Instructions for the task
Each record below should be reproduced as it is written, with pictures left out entirely.

(Saved data entries)
--
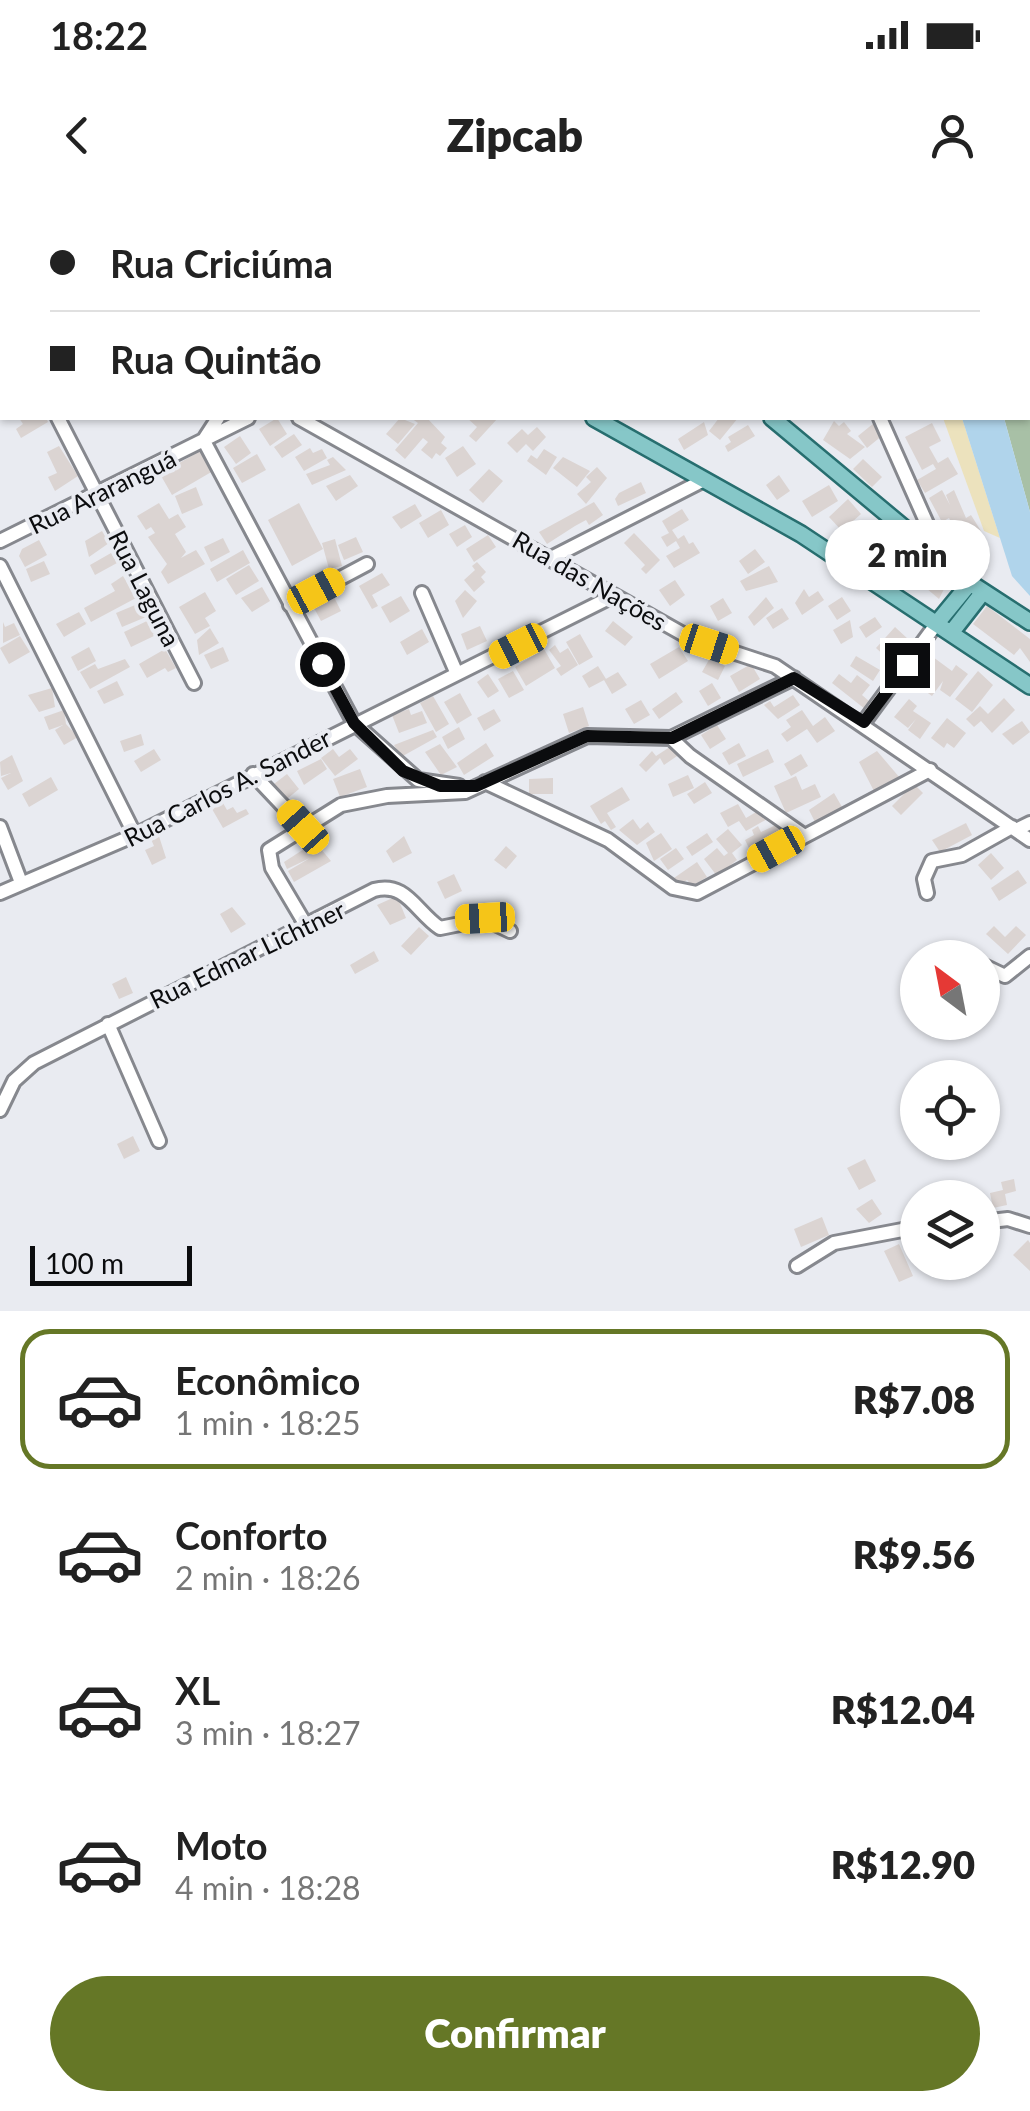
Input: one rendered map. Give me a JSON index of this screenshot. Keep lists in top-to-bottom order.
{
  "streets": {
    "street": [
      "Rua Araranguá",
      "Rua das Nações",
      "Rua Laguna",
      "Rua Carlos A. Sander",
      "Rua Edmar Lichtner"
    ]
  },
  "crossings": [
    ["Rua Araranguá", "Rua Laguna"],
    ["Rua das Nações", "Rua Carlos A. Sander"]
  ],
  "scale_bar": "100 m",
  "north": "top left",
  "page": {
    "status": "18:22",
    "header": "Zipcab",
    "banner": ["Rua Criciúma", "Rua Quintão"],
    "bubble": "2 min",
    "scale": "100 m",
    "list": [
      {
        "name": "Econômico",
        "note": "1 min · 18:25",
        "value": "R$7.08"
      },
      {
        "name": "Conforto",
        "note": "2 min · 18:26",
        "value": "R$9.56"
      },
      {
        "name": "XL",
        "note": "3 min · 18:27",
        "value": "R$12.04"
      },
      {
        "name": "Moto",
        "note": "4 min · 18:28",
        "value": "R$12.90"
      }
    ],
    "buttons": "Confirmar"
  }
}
--
Solution to this exercise
Input: one rendered map. Give me a JSON index of this screenshot. Keep lists in top-to-bottom order.
{
  "streets": {
    "street": [
      "Rua Araranguá",
      "Rua das Nações",
      "Rua Laguna",
      "Rua Carlos A. Sander",
      "Rua Edmar Lichtner"
    ]
  },
  "crossings": [
    ["Rua Araranguá", "Rua Laguna"],
    ["Rua das Nações", "Rua Carlos A. Sander"]
  ],
  "scale_bar": "100 m",
  "north": "top left",
  "page": {
    "status": "18:22",
    "header": "Zipcab",
    "banner": ["Rua Criciúma", "Rua Quintão"],
    "bubble": "2 min",
    "scale": "100 m",
    "list": [
      {
        "name": "Econômico",
        "note": "1 min · 18:25",
        "value": "R$7.08"
      },
      {
        "name": "Conforto",
        "note": "2 min · 18:26",
        "value": "R$9.56"
      },
      {
        "name": "XL",
        "note": "3 min · 18:27",
        "value": "R$12.04"
      },
      {
        "name": "Moto",
        "note": "4 min · 18:28",
        "value": "R$12.90"
      }
    ],
    "buttons": "Confirmar"
  }
}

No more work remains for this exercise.